◆ **About this task**
The answer should contain only the lines from the beginning of the entries through the line that holds "2px #655541) drop-shadow(0", given again exactly, with no pictures.
(Beginning of Supplied information)
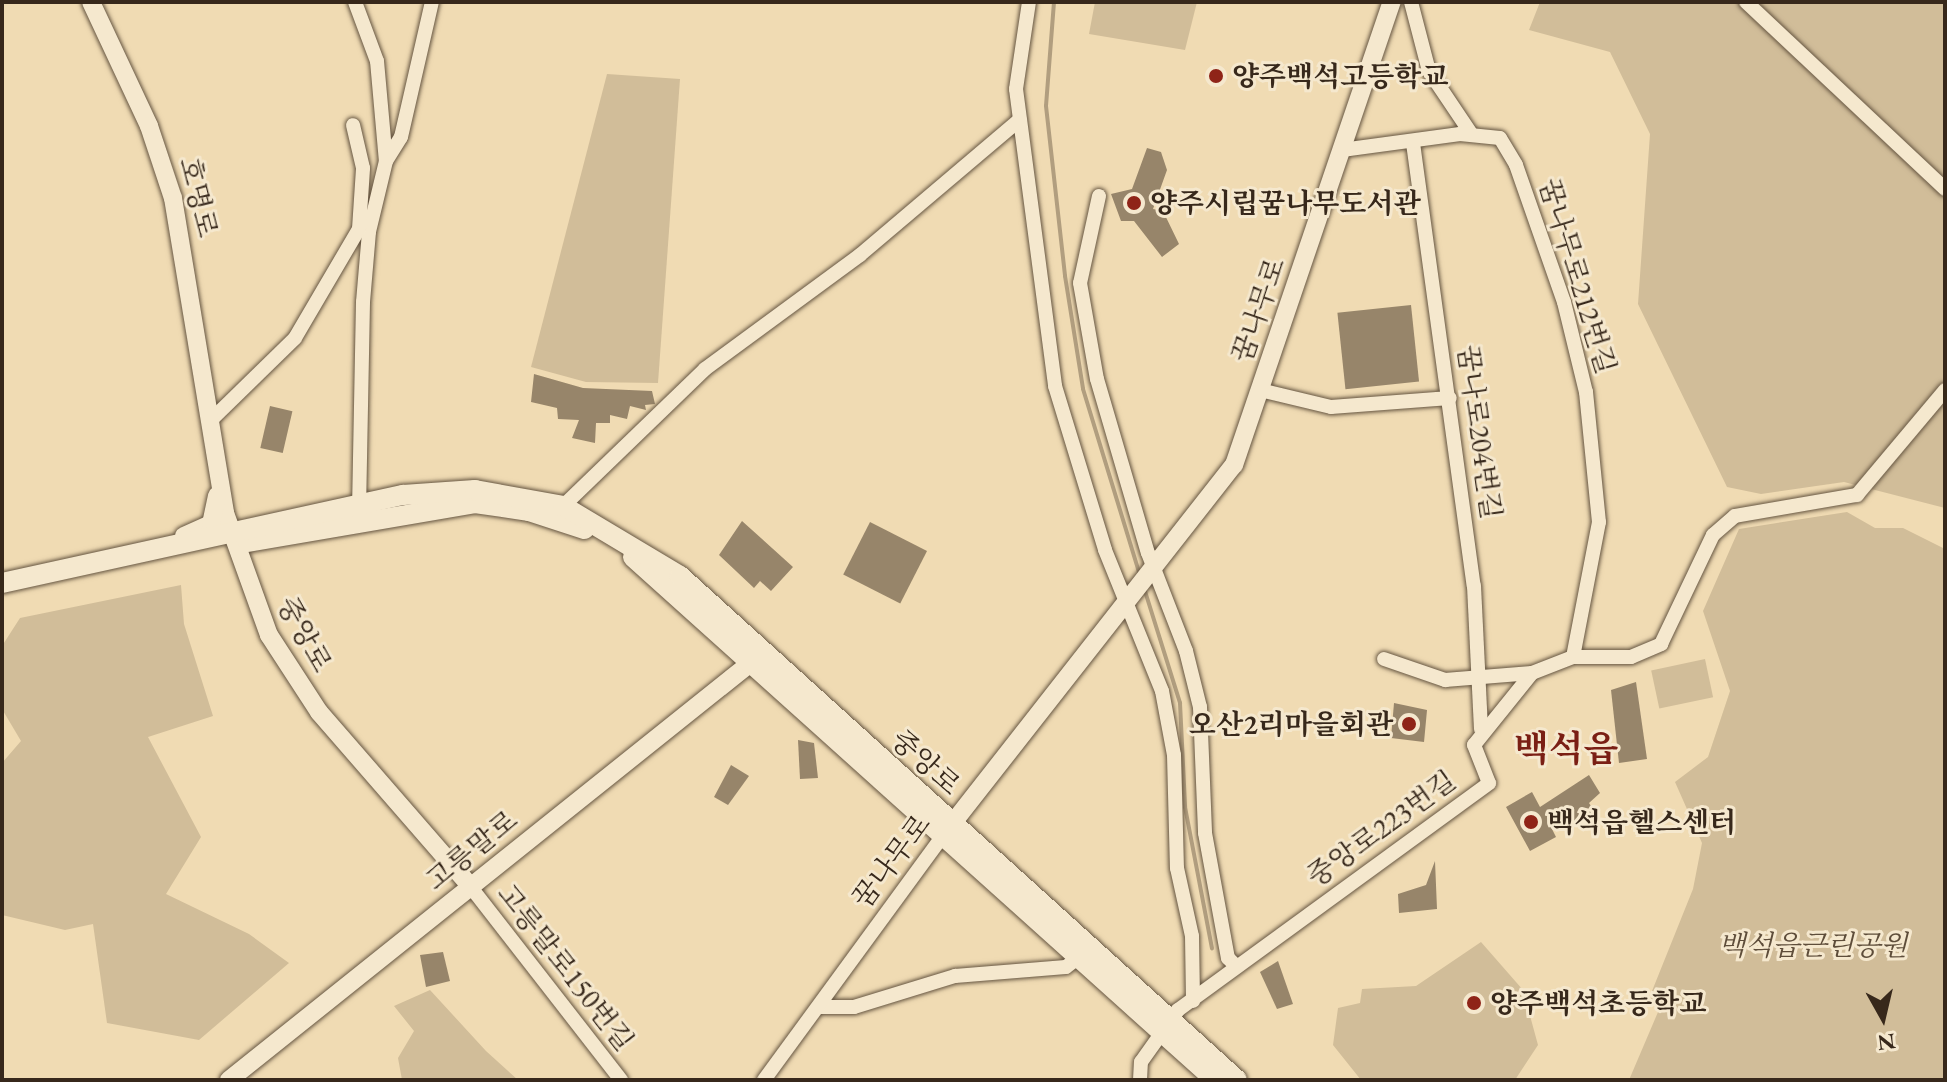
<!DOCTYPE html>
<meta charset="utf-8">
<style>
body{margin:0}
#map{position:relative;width:1947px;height:1082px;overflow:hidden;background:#f0dbb3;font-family:"EB Garamond","Noto Serif KR",serif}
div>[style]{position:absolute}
.green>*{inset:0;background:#d1bd99;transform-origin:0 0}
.stream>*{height:4px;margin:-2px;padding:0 2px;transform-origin:2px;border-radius:2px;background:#b19e7f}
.building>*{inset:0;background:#97856a;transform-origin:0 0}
.roads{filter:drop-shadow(0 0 2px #655541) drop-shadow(0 0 2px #655541)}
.minor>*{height:14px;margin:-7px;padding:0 7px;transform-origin:7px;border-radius:7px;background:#f5e8ce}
.tertiary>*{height:18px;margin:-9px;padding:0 9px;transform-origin:9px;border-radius:9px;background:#f5e8ce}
.secondary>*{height:20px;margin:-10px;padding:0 10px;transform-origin:10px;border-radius:10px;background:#f5e8ce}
.dots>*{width:22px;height:22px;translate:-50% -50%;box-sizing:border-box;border:4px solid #f5e8ce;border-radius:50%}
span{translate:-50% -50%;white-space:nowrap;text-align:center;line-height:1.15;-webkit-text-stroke:6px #f5e8ce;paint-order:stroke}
.poi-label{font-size:28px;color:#37281b;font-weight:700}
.left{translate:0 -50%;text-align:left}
.right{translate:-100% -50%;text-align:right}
.street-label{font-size:28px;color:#37281b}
.park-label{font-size:28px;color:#5e4d3a;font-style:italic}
.district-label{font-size:36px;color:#7a1f14;font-weight:700}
.frame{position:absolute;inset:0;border:4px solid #37281b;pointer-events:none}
.north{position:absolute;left:1843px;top:978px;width:80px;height:80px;-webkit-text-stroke:6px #f5e8ce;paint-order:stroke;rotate:172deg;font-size:22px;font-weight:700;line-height:32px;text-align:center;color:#37281b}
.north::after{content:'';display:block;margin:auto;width:28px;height:36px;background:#37281b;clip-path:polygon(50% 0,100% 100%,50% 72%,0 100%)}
</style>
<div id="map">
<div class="green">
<div style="clip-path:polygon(1095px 2px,1197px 2px,1185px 50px,1089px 34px)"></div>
<div style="clip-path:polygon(1540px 2px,1945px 2px,1945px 508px,1844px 482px,1761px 494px,1727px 487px,1638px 304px,1650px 134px,1610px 52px,1529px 30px)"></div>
<div style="clip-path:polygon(607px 74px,680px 79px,658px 383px,586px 382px,531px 367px)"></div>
<div style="clip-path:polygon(1847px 512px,1875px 528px,1903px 528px,1945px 549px,1945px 1080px,1629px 1080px,1658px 1012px,1650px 996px,1693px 889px,1702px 843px,1675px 782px,1708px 757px,1730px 691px,1703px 611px,1739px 529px)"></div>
<div style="clip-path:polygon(181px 585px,184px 624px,213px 716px,148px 737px,201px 837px,166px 894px,249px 934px,289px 963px,199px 1040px,107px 1023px,93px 924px,65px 930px,2px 915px,2px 763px,21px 741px,2px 709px,2px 646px,20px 618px)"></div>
<div style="left:1705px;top:659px;width:39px;height:55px;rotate:78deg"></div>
<div style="clip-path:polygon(1481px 942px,1523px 990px,1538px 1045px,1515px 1080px,1361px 1080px,1333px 1045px,1338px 1008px,1360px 1003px,1362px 989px,1416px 986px)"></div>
<div style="clip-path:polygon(430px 990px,486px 1051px,518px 1080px,402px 1080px,398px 1058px,414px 1031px,394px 1006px)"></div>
</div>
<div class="stream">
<div style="left:1054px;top:2px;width:104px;rotate:94.4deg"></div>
<div style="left:1046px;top:106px;width:171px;rotate:83.6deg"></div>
<div style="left:1065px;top:276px;width:114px;rotate:80.9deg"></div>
<div style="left:1083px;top:389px;width:195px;rotate:73deg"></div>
<div style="left:1144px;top:588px;width:121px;rotate:72.6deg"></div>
<div style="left:1180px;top:703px;width:104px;rotate:87.2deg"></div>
<div style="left:1185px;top:807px;width:144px;rotate:79.2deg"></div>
</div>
<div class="building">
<div style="clip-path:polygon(1147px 148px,1161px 152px,1167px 170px,1153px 209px,1163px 211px,1179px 244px,1162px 257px,1134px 221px,1121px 221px,1111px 194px,1132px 189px)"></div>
<div style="left:1411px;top:305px;width:77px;height:74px;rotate:84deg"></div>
<div style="clip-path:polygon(534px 374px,583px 388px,652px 391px,655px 404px,645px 405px,646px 410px,630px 406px,627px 419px,610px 415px,610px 423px,596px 423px,595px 443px,572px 438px,579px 420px,558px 419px,557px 408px,531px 402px)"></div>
<div style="left:270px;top:406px;width:23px;height:43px;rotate:13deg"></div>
<div style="clip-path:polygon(742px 521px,793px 567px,771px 591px,760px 581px,754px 588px,719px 555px)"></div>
<div style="left:870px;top:522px;width:64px;height:59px;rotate:27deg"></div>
<div style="clip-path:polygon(1636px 682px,1647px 759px,1619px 763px,1611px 690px)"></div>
<div style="clip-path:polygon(1394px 703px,1427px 710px,1424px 742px,1391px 738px)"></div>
<div style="clip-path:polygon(798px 740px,814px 743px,818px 778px,800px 779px)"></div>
<div style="clip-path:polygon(731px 765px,749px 776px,728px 805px,714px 797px)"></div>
<div style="clip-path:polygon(1589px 775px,1600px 793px,1589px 803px,1595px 812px,1575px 825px,1569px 817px,1552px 829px,1556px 837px,1530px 851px,1506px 807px,1532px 792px,1540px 807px)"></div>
<div style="clip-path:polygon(1435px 861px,1437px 909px,1399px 913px,1398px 894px,1426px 885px)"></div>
<div style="clip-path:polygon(443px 952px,450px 981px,426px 987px,420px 955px)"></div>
<div style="clip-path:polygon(1278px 961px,1293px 1004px,1277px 1009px,1260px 972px)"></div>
</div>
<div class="roads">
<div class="minor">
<div style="left:355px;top:2px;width:63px;rotate:69.6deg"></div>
<div style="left:377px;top:61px;width:100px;rotate:84.9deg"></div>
<div style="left:386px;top:161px;width:73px;rotate:103.5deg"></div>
<div style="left:369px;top:232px;width:70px;rotate:94.9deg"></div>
<div style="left:363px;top:302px;width:210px;rotate:91.1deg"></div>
<div style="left:1029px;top:2px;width:88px;rotate:98.5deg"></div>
<div style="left:1016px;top:89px;width:300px;rotate:82.5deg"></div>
<div style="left:1055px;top:386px;width:171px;rotate:73deg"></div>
<div style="left:1105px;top:550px;width:152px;rotate:68deg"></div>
<div style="left:1162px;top:691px;width:65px;rotate:79.4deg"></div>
<div style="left:1174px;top:755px;width:113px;rotate:88.5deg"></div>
<div style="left:1177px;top:868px;width:70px;rotate:77.6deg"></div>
<div style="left:1192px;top:936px;width:65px;rotate:89.1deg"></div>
<div style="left:1411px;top:2px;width:71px;rotate:75.4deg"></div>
<div style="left:1429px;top:71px;width:77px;rotate:56.1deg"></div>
<div style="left:1746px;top:2px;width:273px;rotate:43.2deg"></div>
<div style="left:1413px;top:143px;width:447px;rotate:82.2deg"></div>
<div style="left:1474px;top:586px;width:143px;rotate:87.2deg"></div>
<div style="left:1342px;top:150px;width:119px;rotate:-7.7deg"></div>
<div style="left:1460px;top:134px;width:40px;rotate:5.7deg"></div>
<div style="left:1500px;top:138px;width:31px;rotate:59deg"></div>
<div style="left:1516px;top:165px;width:145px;rotate:70.7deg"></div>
<div style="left:1564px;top:302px;width:93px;rotate:76.3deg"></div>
<div style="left:1586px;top:392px;width:131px;rotate:84.3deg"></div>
<div style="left:1599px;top:522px;width:137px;rotate:100.9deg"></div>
<div style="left:386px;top:161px;width:28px;rotate:-58deg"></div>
<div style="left:401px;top:137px;width:139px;rotate:-77.1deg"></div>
<div style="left:1099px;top:196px;width:89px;rotate:102.3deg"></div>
<div style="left:1080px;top:283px;width:97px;rotate:80deg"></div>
<div style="left:1097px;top:379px;width:181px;rotate:73.7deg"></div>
<div style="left:1148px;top:553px;width:105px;rotate:68.8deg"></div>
<div style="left:1186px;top:651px;width:58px;rotate:76deg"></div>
<div style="left:1200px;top:707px;width:126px;rotate:87.7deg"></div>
<div style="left:1205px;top:833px;width:127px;rotate:79.6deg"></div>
<div style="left:1228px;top:958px;width:11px;rotate:45deg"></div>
<div style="left:1260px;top:390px;width:73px;rotate:13.5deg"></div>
<div style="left:1331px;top:407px;width:119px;rotate:-4.3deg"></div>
<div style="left:211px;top:420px;width:117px;rotate:-44.3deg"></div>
<div style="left:295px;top:338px;width:126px;rotate:-59.6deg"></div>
<div style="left:359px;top:229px;width:61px;rotate:-86.2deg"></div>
<div style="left:363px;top:168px;width:44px;rotate:-103.1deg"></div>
<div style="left:558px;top:511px;width:204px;rotate:-44deg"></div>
<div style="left:705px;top:369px;width:192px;rotate:-36.3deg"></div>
<div style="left:860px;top:255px;width:209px;rotate:-40.3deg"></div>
<div style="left:1384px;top:659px;width:65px;rotate:19deg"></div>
<div style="left:1445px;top:680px;width:87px;rotate:-4.6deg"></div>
<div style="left:470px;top:886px;width:246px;rotate:52.1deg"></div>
<div style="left:819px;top:1007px;width:35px"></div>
<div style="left:854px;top:1007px;width:106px;rotate:-17.1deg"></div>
<div style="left:955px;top:976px;width:111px;rotate:-4.6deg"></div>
<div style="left:1066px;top:967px;width:11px;rotate:-38deg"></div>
<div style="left:764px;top:1080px;width:300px;rotate:-53.8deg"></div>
<div style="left:1140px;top:1080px;width:18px;rotate:-87deg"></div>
<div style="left:1141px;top:1062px;width:64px;rotate:-54.6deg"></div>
<div style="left:1178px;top:1010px;width:385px;rotate:-36.1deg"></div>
<div style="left:1489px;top:783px;width:41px;rotate:-111.5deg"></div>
<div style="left:1474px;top:745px;width:92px;rotate:-51.1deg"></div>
<div style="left:1532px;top:673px;width:44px;rotate:-21.3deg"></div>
<div style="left:1573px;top:657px;width:58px"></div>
<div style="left:1631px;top:657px;width:33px;rotate:-23deg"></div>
<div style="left:1661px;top:644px;width:121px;rotate:-64.5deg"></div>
<div style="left:1713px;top:535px;width:29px;rotate:-41deg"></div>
<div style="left:1735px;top:516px;width:124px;rotate:-9.8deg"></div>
<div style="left:1857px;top:495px;width:137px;rotate:-50deg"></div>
</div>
<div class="tertiary">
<div style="left:91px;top:2px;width:137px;rotate:64.9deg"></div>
<div style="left:149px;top:126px;width:76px;rotate:71.6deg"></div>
<div style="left:173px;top:198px;width:319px;rotate:80.6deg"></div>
<div style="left:225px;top:513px;width:130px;rotate:70.2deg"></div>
<div style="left:269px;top:635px;width:92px;rotate:57deg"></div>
<div style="left:319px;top:712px;width:230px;rotate:49deg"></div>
<div style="left:184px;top:536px;width:30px;rotate:-24deg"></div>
<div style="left:211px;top:524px;width:29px;rotate:-78deg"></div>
<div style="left:945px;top:833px;width:468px;rotate:-51.9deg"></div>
<div style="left:1234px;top:465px;width:489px;rotate:-71.2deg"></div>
<div style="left:229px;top:1080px;width:665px;rotate:-38.65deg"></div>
</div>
<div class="secondary">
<div style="left:248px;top:542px;width:230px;rotate:-9.7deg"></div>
<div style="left:475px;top:503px;width:55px;rotate:8.4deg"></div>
<div style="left:529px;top:511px;width:58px;rotate:18.1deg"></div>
<div style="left:633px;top:557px;width:782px;rotate:41.94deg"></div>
<div style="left:2px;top:583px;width:411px;rotate:-12.4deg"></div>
<div style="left:403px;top:495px;width:72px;rotate:-4deg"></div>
<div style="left:475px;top:490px;width:89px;rotate:10.3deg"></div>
<div style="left:563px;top:506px;width:136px;rotate:30.9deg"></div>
<div style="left:680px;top:576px;width:751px;rotate:42.14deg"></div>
</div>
</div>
<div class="dots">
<div style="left:1216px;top:76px;background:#8f2418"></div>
<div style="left:1134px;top:203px;background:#8f2418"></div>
<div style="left:1409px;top:724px;background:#8f2418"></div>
<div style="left:1531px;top:822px;background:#8f2418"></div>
<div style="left:1474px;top:1003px;background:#8f2418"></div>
</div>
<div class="poi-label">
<span class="left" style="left:1232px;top:76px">양주백석고등학교</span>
<span class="left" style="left:1150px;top:203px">양주시립꿈나무도서관</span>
<span class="right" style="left:1393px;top:724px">오산2리마을회관</span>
<span class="left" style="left:1547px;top:822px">백석읍헬스센터</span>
<span class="left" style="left:1490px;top:1003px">양주백석초등학교</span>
</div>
<div class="street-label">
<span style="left:199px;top:197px;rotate:76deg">호명로</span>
<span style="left:1578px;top:276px;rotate:73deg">꿈나무로212번길</span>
<span style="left:1258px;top:310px;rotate:-71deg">꿈나무로</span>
<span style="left:1480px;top:432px;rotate:82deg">꿈나로204번길</span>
<span style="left:305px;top:634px;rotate:61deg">중앙로</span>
<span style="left:926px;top:762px;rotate:42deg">중앙로</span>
<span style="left:1381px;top:828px;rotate:-36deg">중앙로223번길</span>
<span style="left:471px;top:850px;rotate:-39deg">고릉말로</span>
<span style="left:891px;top:861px;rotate:-53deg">꿈나무로</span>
<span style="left:566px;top:967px;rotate:52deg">고릉말로150번길</span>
</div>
<div class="park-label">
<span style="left:1813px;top:945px">백석읍근린공원</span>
</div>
<div class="district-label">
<span style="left:1566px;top:749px">백석읍</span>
</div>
<div class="frame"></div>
<div class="north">N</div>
</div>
(End of Supplied information)
◆ **Written response**
<!DOCTYPE html>
<meta charset="utf-8">
<style>
body{margin:0}
#map{position:relative;width:1947px;height:1082px;overflow:hidden;background:#f0dbb3;font-family:"EB Garamond","Noto Serif KR",serif}
div>[style]{position:absolute}
.green>*{inset:0;background:#d1bd99;transform-origin:0 0}
.stream>*{height:4px;margin:-2px;padding:0 2px;transform-origin:2px;border-radius:2px;background:#b19e7f}
.building>*{inset:0;background:#97856a;transform-origin:0 0}
.roads{filter:drop-shadow(0 0 2px #655541) drop-shadow(0 0 2px #655541)}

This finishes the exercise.